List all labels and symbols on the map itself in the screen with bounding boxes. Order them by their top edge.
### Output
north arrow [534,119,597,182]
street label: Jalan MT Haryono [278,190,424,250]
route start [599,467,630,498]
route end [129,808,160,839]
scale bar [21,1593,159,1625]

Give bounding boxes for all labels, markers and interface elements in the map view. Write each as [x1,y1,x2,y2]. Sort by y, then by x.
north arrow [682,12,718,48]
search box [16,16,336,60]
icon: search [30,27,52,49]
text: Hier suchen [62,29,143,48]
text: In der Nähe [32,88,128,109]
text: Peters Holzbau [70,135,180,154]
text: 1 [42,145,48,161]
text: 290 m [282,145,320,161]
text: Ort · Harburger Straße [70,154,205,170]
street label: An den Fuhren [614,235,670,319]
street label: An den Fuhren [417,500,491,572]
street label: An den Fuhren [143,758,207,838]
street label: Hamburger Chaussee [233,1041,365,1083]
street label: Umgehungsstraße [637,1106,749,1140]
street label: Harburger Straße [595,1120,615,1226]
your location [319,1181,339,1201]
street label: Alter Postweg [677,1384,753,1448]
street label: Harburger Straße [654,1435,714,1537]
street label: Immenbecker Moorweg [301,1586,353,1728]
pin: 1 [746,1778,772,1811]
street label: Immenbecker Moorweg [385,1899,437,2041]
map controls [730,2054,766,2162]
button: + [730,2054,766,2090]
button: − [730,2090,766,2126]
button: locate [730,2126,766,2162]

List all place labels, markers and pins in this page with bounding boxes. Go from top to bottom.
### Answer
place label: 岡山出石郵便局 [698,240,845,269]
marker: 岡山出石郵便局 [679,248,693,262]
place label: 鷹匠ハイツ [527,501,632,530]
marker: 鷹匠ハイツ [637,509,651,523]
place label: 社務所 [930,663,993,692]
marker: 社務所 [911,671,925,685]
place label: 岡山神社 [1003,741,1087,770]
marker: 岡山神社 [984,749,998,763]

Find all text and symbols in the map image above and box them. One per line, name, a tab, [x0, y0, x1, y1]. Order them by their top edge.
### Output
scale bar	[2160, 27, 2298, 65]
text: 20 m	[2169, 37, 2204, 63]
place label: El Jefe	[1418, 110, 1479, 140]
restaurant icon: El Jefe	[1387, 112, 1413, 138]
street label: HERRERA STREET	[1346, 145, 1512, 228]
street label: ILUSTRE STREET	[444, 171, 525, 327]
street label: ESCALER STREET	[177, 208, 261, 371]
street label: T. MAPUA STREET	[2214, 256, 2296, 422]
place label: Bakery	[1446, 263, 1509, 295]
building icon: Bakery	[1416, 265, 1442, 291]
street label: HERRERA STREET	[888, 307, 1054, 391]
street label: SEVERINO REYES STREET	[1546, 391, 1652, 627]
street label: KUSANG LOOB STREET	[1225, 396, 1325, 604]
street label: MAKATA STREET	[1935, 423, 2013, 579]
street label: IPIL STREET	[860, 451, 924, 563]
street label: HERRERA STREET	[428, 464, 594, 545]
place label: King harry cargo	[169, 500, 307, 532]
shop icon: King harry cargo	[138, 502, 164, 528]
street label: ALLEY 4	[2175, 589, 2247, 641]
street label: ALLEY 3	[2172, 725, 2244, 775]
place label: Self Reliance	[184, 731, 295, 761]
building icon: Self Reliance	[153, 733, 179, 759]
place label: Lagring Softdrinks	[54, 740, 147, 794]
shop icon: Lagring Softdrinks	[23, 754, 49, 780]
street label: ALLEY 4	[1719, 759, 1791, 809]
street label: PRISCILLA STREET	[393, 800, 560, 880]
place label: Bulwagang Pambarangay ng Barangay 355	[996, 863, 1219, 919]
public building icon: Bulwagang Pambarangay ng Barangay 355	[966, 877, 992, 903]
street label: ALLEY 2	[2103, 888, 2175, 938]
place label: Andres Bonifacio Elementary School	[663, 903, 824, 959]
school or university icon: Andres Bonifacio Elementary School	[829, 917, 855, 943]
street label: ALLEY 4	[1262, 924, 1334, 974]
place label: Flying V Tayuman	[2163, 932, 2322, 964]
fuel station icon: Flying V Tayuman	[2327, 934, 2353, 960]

# # #

YOUR OBJECTIVE >>
Every record above is to be written out exactly.

ANSWER TO THIS PROBLEM >>
List all labels and symbols on the map itself in the screen with bounding boxes. Order them by their top edge.
### Output
north arrow [534,119,597,182]
street label: Jalan MT Haryono [278,190,424,250]
route start [599,467,630,498]
route end [129,808,160,839]
scale bar [21,1593,159,1625]

Give bounding boxes for all labels, markers and interface elements in the map view. Write each as [x1,y1,x2,y2]. Sort by y, then by x.
north arrow [682,12,718,48]
search box [16,16,336,60]
icon: search [30,27,52,49]
text: Hier suchen [62,29,143,48]
text: In der Nähe [32,88,128,109]
text: Peters Holzbau [70,135,180,154]
text: 1 [42,145,48,161]
text: 290 m [282,145,320,161]
text: Ort · Harburger Straße [70,154,205,170]
street label: An den Fuhren [614,235,670,319]
street label: An den Fuhren [417,500,491,572]
street label: An den Fuhren [143,758,207,838]
street label: Hamburger Chaussee [233,1041,365,1083]
street label: Umgehungsstraße [637,1106,749,1140]
street label: Harburger Straße [595,1120,615,1226]
your location [319,1181,339,1201]
street label: Alter Postweg [677,1384,753,1448]
street label: Harburger Straße [654,1435,714,1537]
street label: Immenbecker Moorweg [301,1586,353,1728]
pin: 1 [746,1778,772,1811]
street label: Immenbecker Moorweg [385,1899,437,2041]
map controls [730,2054,766,2162]
button: + [730,2054,766,2090]
button: − [730,2090,766,2126]
button: locate [730,2126,766,2162]

List all place labels, markers and pins in this page with bounding boxes. Go from top to bottom.
### Answer
place label: 岡山出石郵便局 [698,240,845,269]
marker: 岡山出石郵便局 [679,248,693,262]
place label: 鷹匠ハイツ [527,501,632,530]
marker: 鷹匠ハイツ [637,509,651,523]
place label: 社務所 [930,663,993,692]
marker: 社務所 [911,671,925,685]
place label: 岡山神社 [1003,741,1087,770]
marker: 岡山神社 [984,749,998,763]

Find all text and symbols in the map image above and box them. One per line, name, a tab, [x0, y0, x1, y1]. Order them by their top edge.
### Output
scale bar	[2160, 27, 2298, 65]
text: 20 m	[2169, 37, 2204, 63]
place label: El Jefe	[1418, 110, 1479, 140]
restaurant icon: El Jefe	[1387, 112, 1413, 138]
street label: HERRERA STREET	[1346, 145, 1512, 228]
street label: ILUSTRE STREET	[444, 171, 525, 327]
street label: ESCALER STREET	[177, 208, 261, 371]
street label: T. MAPUA STREET	[2214, 256, 2296, 422]
place label: Bakery	[1446, 263, 1509, 295]
building icon: Bakery	[1416, 265, 1442, 291]
street label: HERRERA STREET	[888, 307, 1054, 391]
street label: SEVERINO REYES STREET	[1546, 391, 1652, 627]
street label: KUSANG LOOB STREET	[1225, 396, 1325, 604]
street label: MAKATA STREET	[1935, 423, 2013, 579]
street label: IPIL STREET	[860, 451, 924, 563]
street label: HERRERA STREET	[428, 464, 594, 545]
place label: King harry cargo	[169, 500, 307, 532]
shop icon: King harry cargo	[138, 502, 164, 528]
street label: ALLEY 4	[2175, 589, 2247, 641]
street label: ALLEY 3	[2172, 725, 2244, 775]
place label: Self Reliance	[184, 731, 295, 761]
building icon: Self Reliance	[153, 733, 179, 759]
place label: Lagring Softdrinks	[54, 740, 147, 794]
shop icon: Lagring Softdrinks	[23, 754, 49, 780]
street label: ALLEY 4	[1719, 759, 1791, 809]
street label: PRISCILLA STREET	[393, 800, 560, 880]
place label: Bulwagang Pambarangay ng Barangay 355	[996, 863, 1219, 919]
public building icon: Bulwagang Pambarangay ng Barangay 355	[966, 877, 992, 903]
street label: ALLEY 2	[2103, 888, 2175, 938]
place label: Andres Bonifacio Elementary School	[663, 903, 824, 959]
school or university icon: Andres Bonifacio Elementary School	[829, 917, 855, 943]
street label: ALLEY 4	[1262, 924, 1334, 974]
place label: Flying V Tayuman	[2163, 932, 2322, 964]
fuel station icon: Flying V Tayuman	[2327, 934, 2353, 960]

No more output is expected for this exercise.